The 1995 Ais Gill rail accident occurred near Aisgill, Cumbria, UK, at about 18:55 hrs on 31 January 1995 when a class 156 Super-Sprinter was derailed by a landslide on the Settle-Carlisle Railway line and was subsequently run into by a similar train travelling in the opposite direction.  The Guard of the first train was fatally injured in the collision.

Events
A Class 156 Super-Sprinter formed the 1626 Carlisle to Leeds via Settle service (headcode 2H88). It could only proceed as far as Ribblehead railway station, about 12 miles north of Settle, as the lines from Ribblehead to Settle were blocked by flooding; so it had to return to Carlisle. The driver changed cabs as the train was now heading northbound instead of southbound, and proceeded back over the Ribblehead Viaduct, and on to Aisgill Summit, the highest point on the line at  above sea level. It was dark and raining heavily.

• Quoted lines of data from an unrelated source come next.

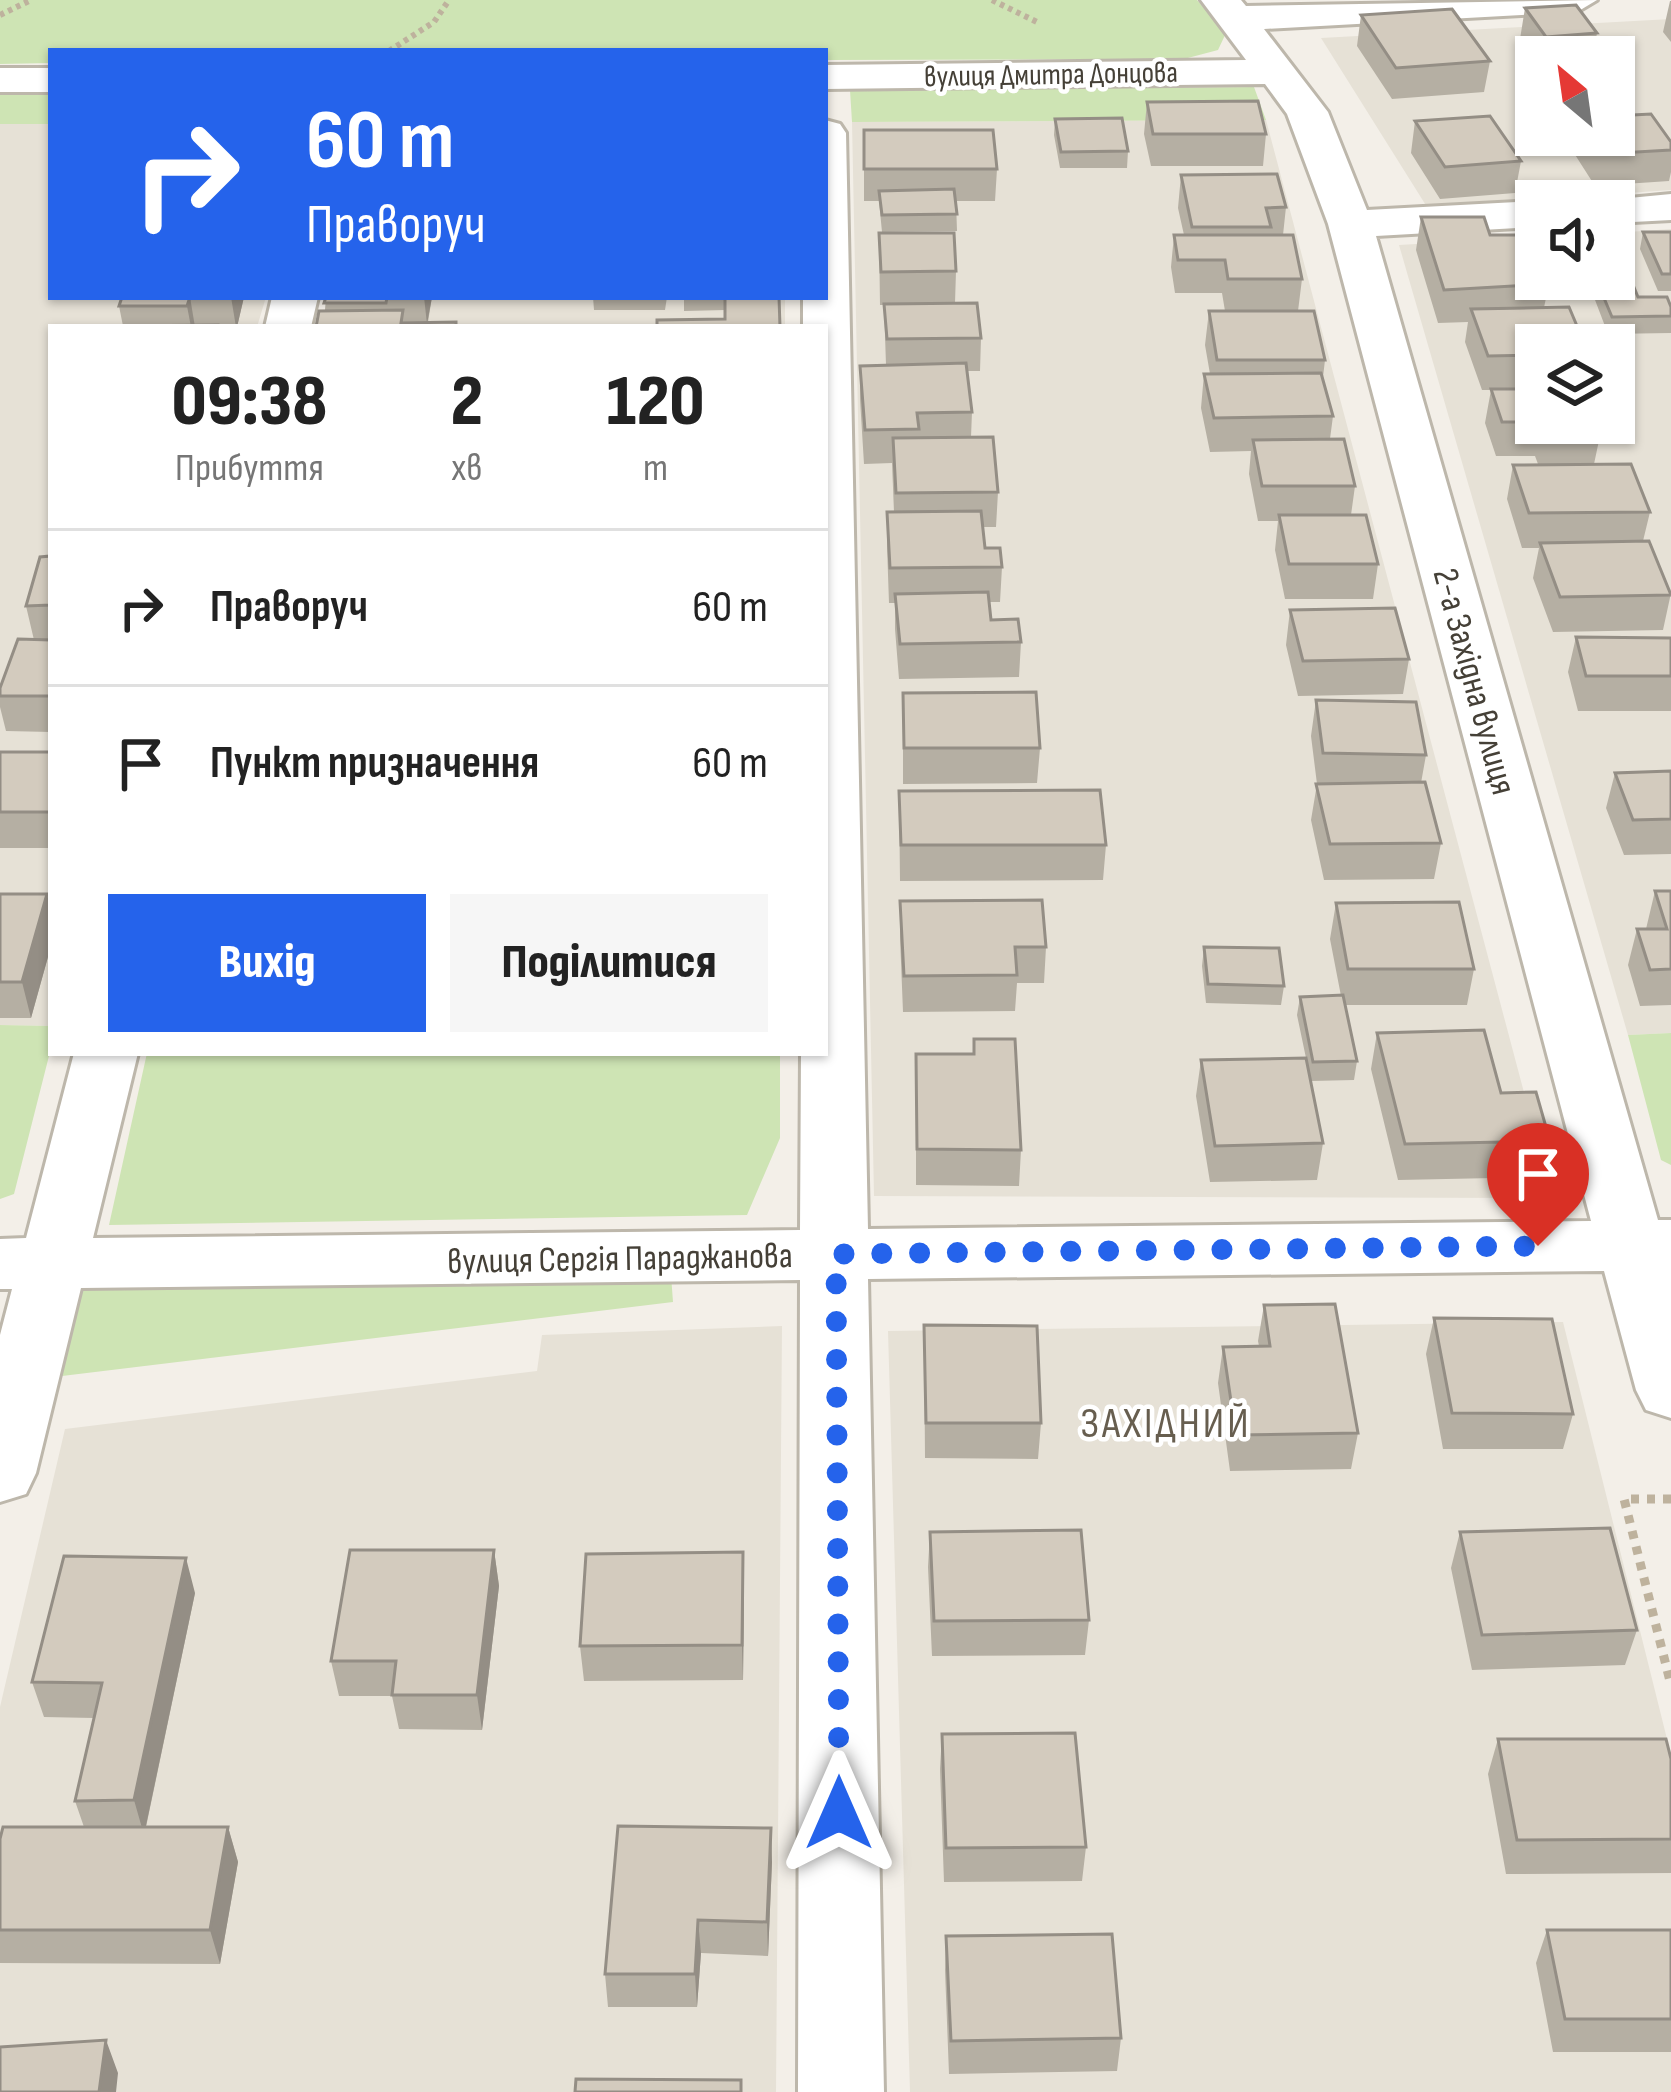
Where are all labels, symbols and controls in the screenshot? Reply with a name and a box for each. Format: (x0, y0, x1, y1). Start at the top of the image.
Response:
north arrow (1515, 36, 1635, 156)
map controls (1515, 36, 1635, 444)
street label: вулиця Дмитра Донцова (924, 55, 1178, 95)
text: 60 m (306, 91, 454, 192)
icon: right (108, 96, 264, 252)
button: sound (1515, 180, 1635, 300)
text: Праворуч (306, 193, 486, 258)
button: layers (1515, 324, 1635, 444)
text: 09:38 (171, 359, 327, 446)
text: 2 (451, 359, 483, 446)
text: 120 (607, 359, 705, 446)
text: Прибуття (175, 445, 324, 492)
text: хв (452, 445, 482, 492)
text: m (643, 445, 668, 492)
street label: 2-а Західна вулиця (1423, 564, 1524, 800)
icon: right (108, 575, 174, 641)
text: Праворуч (210, 580, 368, 635)
text: 60 m (692, 580, 768, 635)
icon: arrive (108, 731, 174, 797)
text: Пункт призначення (210, 736, 539, 791)
text: 60 m (692, 736, 768, 791)
button: Вихід (108, 894, 426, 1032)
button: Поділитися (450, 894, 768, 1032)
pin (1487, 1123, 1589, 1246)
icon: arrive (1505, 1141, 1571, 1207)
street label: вулиця Сергія Параджанова (447, 1235, 793, 1284)
district label: ЗАХІДНИЙ (1081, 1399, 1251, 1450)
position arrow (776, 1750, 902, 1876)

Near Aisgill Summit itself the train hit a landslide. It derailed across both tracks, and the cabin lights went off. The injured driver managed to radio Crewe Control Room. The conductor escorted passengers into the rear unit, which was across the northbound track. He then returned to see the driver who was still in the cab. Either the conductor or the driver (it is not known which) changed the lights from white to red to warn oncoming trains of the obstruction but no other action was taken.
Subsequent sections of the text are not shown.